Stored data:
══════
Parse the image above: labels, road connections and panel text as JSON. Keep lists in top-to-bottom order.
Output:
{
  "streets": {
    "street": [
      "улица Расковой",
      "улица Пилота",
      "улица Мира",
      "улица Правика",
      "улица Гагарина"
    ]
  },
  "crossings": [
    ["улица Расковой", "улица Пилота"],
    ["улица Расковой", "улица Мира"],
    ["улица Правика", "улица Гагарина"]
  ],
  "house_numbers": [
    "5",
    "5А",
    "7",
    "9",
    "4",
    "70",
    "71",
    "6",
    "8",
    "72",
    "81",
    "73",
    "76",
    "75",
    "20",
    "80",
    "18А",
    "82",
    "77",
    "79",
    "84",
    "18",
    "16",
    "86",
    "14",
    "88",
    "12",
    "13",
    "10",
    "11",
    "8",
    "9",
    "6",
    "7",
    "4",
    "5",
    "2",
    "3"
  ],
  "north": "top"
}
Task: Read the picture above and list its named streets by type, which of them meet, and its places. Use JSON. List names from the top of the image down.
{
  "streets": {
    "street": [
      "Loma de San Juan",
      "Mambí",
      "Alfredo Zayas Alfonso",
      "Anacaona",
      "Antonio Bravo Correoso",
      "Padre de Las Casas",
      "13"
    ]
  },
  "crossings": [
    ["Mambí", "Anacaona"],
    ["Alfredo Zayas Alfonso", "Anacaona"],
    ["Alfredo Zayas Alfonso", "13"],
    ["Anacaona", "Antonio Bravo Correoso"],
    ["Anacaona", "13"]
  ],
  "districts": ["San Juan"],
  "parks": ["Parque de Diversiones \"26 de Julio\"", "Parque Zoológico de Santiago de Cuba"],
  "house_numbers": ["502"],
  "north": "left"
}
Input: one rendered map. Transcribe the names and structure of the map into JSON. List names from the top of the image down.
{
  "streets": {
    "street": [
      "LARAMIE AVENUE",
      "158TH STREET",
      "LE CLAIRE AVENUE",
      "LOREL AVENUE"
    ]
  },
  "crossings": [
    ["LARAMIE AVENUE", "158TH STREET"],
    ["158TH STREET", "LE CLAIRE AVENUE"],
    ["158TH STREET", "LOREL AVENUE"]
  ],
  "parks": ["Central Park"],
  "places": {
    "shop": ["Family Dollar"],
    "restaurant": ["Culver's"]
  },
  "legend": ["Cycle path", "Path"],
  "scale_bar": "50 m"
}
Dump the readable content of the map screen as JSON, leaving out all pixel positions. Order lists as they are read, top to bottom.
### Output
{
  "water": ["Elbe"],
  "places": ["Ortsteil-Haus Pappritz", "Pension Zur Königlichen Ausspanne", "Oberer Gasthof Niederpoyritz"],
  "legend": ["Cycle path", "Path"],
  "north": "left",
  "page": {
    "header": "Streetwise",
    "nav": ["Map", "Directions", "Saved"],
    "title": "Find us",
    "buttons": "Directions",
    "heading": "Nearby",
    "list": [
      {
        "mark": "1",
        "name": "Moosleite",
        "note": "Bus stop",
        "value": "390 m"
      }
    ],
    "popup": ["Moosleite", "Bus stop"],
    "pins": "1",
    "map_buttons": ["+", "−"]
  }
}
══════
Task prompt:
Could the entries above be output once more, exactly as they are?

Answer space:
Parse the image above: labels, road connections and panel text as JSON. Keep lists in top-to-bottom order.
Output:
{
  "streets": {
    "street": [
      "улица Расковой",
      "улица Пилота",
      "улица Мира",
      "улица Правика",
      "улица Гагарина"
    ]
  },
  "crossings": [
    ["улица Расковой", "улица Пилота"],
    ["улица Расковой", "улица Мира"],
    ["улица Правика", "улица Гагарина"]
  ],
  "house_numbers": [
    "5",
    "5А",
    "7",
    "9",
    "4",
    "70",
    "71",
    "6",
    "8",
    "72",
    "81",
    "73",
    "76",
    "75",
    "20",
    "80",
    "18А",
    "82",
    "77",
    "79",
    "84",
    "18",
    "16",
    "86",
    "14",
    "88",
    "12",
    "13",
    "10",
    "11",
    "8",
    "9",
    "6",
    "7",
    "4",
    "5",
    "2",
    "3"
  ],
  "north": "top"
}
Task: Read the picture above and list its named streets by type, which of them meet, and its places. Use JSON. List names from the top of the image down.
{
  "streets": {
    "street": [
      "Loma de San Juan",
      "Mambí",
      "Alfredo Zayas Alfonso",
      "Anacaona",
      "Antonio Bravo Correoso",
      "Padre de Las Casas",
      "13"
    ]
  },
  "crossings": [
    ["Mambí", "Anacaona"],
    ["Alfredo Zayas Alfonso", "Anacaona"],
    ["Alfredo Zayas Alfonso", "13"],
    ["Anacaona", "Antonio Bravo Correoso"],
    ["Anacaona", "13"]
  ],
  "districts": ["San Juan"],
  "parks": ["Parque de Diversiones \"26 de Julio\"", "Parque Zoológico de Santiago de Cuba"],
  "house_numbers": ["502"],
  "north": "left"
}
Input: one rendered map. Transcribe the names and structure of the map into JSON. List names from the top of the image down.
{
  "streets": {
    "street": [
      "LARAMIE AVENUE",
      "158TH STREET",
      "LE CLAIRE AVENUE",
      "LOREL AVENUE"
    ]
  },
  "crossings": [
    ["LARAMIE AVENUE", "158TH STREET"],
    ["158TH STREET", "LE CLAIRE AVENUE"],
    ["158TH STREET", "LOREL AVENUE"]
  ],
  "parks": ["Central Park"],
  "places": {
    "shop": ["Family Dollar"],
    "restaurant": ["Culver's"]
  },
  "legend": ["Cycle path", "Path"],
  "scale_bar": "50 m"
}
Dump the readable content of the map screen as JSON, leaving out all pixel positions. Order lists as they are read, top to bottom.
### Output
{
  "water": ["Elbe"],
  "places": ["Ortsteil-Haus Pappritz", "Pension Zur Königlichen Ausspanne", "Oberer Gasthof Niederpoyritz"],
  "legend": ["Cycle path", "Path"],
  "north": "left",
  "page": {
    "header": "Streetwise",
    "nav": ["Map", "Directions", "Saved"],
    "title": "Find us",
    "buttons": "Directions",
    "heading": "Nearby",
    "list": [
      {
        "mark": "1",
        "name": "Moosleite",
        "note": "Bus stop",
        "value": "390 m"
      }
    ],
    "popup": ["Moosleite", "Bus stop"],
    "pins": "1",
    "map_buttons": ["+", "−"]
  }
}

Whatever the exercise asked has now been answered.